### Extracted entries:
════════════════════

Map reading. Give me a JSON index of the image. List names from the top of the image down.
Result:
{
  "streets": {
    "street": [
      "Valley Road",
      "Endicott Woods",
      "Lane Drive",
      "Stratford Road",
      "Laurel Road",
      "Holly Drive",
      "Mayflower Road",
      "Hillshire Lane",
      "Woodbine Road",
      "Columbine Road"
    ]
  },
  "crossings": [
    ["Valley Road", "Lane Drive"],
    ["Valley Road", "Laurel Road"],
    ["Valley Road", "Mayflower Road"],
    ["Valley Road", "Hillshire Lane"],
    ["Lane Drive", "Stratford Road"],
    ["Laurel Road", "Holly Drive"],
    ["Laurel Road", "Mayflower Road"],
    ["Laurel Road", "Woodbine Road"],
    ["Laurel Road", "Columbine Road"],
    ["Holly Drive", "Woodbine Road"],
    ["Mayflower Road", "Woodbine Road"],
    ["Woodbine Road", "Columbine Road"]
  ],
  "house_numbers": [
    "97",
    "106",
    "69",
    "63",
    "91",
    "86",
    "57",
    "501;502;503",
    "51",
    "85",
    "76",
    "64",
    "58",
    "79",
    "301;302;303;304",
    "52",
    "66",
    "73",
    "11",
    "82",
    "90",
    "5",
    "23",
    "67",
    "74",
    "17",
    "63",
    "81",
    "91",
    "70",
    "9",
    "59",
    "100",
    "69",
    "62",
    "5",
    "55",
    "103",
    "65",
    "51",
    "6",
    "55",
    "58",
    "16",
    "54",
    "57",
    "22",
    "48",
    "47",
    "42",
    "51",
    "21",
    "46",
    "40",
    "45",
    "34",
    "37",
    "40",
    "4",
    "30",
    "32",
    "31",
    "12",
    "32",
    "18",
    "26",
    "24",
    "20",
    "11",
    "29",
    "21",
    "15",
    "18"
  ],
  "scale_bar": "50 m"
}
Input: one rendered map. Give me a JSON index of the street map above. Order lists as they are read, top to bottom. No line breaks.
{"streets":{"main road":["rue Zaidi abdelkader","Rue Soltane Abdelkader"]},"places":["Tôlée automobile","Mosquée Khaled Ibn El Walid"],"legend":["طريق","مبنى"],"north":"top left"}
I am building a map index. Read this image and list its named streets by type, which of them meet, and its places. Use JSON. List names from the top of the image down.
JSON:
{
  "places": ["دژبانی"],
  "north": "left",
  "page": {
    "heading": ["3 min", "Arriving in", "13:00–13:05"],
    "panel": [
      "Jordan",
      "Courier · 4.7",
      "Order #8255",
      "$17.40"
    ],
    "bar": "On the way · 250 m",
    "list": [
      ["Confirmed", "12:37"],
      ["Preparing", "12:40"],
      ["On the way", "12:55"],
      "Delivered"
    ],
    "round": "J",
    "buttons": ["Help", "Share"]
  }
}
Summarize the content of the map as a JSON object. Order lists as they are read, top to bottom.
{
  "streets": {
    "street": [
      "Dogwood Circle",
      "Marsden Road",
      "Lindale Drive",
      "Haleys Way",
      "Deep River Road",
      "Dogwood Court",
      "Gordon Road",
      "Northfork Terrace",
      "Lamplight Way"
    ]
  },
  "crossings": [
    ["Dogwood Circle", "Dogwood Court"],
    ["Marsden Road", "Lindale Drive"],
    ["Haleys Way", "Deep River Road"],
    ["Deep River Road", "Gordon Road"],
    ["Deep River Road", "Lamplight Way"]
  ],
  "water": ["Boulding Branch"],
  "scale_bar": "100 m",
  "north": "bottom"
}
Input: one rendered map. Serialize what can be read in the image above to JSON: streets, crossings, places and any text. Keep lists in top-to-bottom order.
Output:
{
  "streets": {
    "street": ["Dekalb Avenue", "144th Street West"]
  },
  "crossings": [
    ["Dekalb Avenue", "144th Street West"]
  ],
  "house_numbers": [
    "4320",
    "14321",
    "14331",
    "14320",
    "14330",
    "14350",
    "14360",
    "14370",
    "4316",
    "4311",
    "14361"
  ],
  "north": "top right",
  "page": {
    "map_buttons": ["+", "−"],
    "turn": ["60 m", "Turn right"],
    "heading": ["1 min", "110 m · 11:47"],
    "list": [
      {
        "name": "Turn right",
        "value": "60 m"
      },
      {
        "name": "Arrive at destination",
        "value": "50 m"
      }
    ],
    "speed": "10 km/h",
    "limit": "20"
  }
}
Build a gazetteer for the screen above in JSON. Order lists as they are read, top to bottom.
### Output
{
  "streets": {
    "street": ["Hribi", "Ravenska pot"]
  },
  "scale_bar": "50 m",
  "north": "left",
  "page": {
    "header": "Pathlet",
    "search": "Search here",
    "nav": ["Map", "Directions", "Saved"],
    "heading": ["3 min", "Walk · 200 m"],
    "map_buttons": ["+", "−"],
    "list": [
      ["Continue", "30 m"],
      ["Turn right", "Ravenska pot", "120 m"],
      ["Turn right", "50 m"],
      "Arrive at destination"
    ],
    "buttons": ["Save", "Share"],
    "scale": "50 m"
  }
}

════════════════════

Retype exactly the lines above, from the one with "Input: one rendered map. Give" through the one with "I am building", inclusive.

Input: one rendered map. Give me a JSON index of the street map above. Order lists as they are read, top to bottom. No line breaks.
{"streets":{"main road":["rue Zaidi abdelkader","Rue Soltane Abdelkader"]},"places":["Tôlée automobile","Mosquée Khaled Ibn El Walid"],"legend":["طريق","مبنى"],"north":"top left"}
I am building a map index. Read this image and list its named streets by type, which of them meet, and its places. Use JSON. List names from the top of the image down.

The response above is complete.